I was originally just going to have Jane, along with another high school friend Denise, help me decorate the church with the flowers we would provide. When P. Wayne recommended I get my own coordinator (like a trusted relative) outside of the church, and then saw that Jane was interning to get herself into the wedding business, I jumped at the chance to get her some experience.

Jane and I didn't start off with a great relationship. I remember meeting her in 7th grade when she transferred to my school. I thought she was really pretty, but felt she was trying too hard to fit in. At the time, I was running for student body, and she randomly approached me and asked if she could be my campaign manager. Our relationship got worse as 7th grade continued, and we actually got into one of the lamest fist fights I've ever been in. Actually, probably the only fist fight I've ever been in. Anyhow, it wasn't a real fight, but it did more damage to what I thought of her.

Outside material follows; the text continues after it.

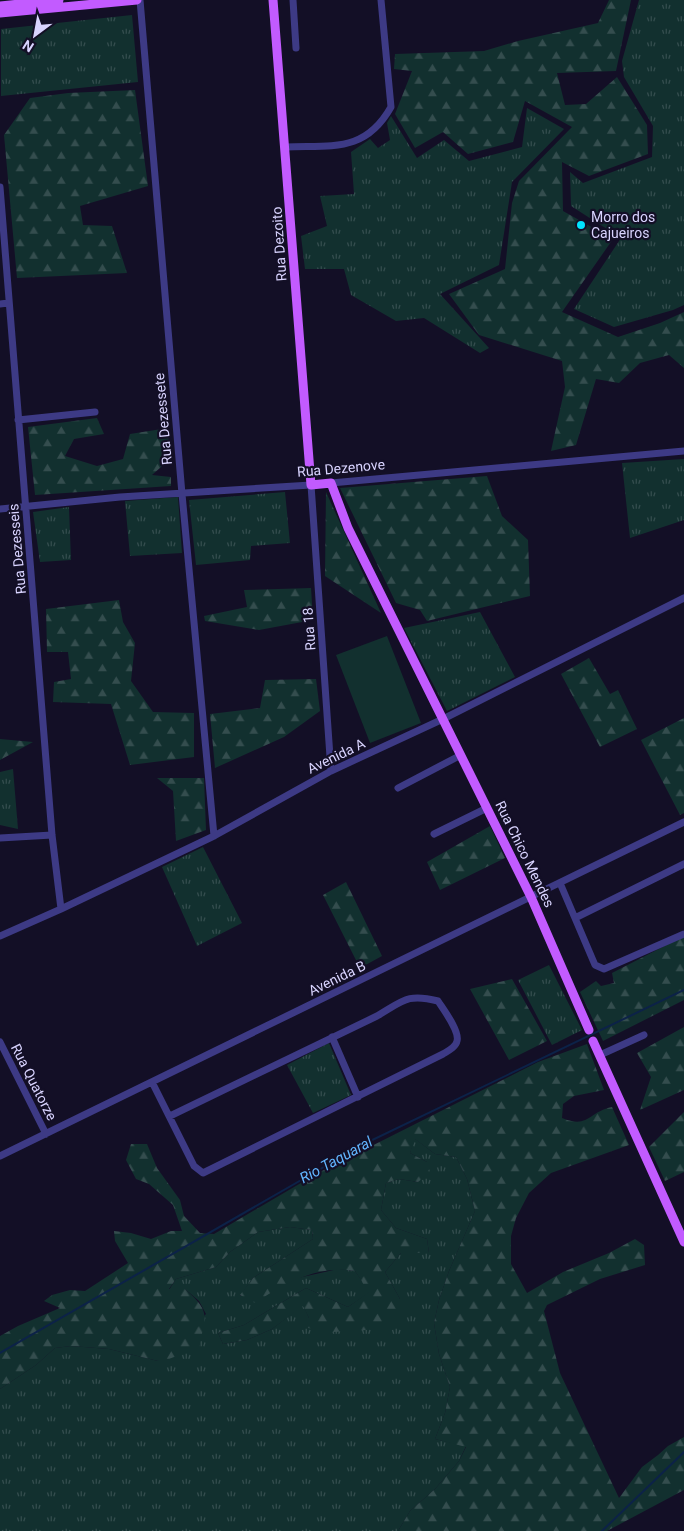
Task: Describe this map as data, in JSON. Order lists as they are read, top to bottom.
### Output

It took many years, my accepting Christ and learning about forgiveness, and the wonders of Facebook that got us back in contact with each other. The first thing I did was apologize to her for being such a retard back then, and she forgave me. And she was gracious enough to help me with the wedding.

The link to Fionna came when I decided I ought to actually get someone professional to do at least my hair and makeup. There was minor drama with the girl I was originally going to use, but I'm so glad Fionna came on board.

Fionna had been in the business for a while, I believe starting off with a bridal boutique. She currently does hair and makeup, and designs and makes wedding gowns and dresses. She does amazing work. That's how she was able to save my dress situation.

On top of hair and makeup for me and 2 of my bridesmaids, Fionna also ended up doing my sister's and her girlfriend's hair, along with fixing the hair and makeup of my MIL. I didn't get a good look at MIL when she got to the church that Saturday afternoon, but I'm told it was pretty bad. It wasn't just for me that she saved the day for. :)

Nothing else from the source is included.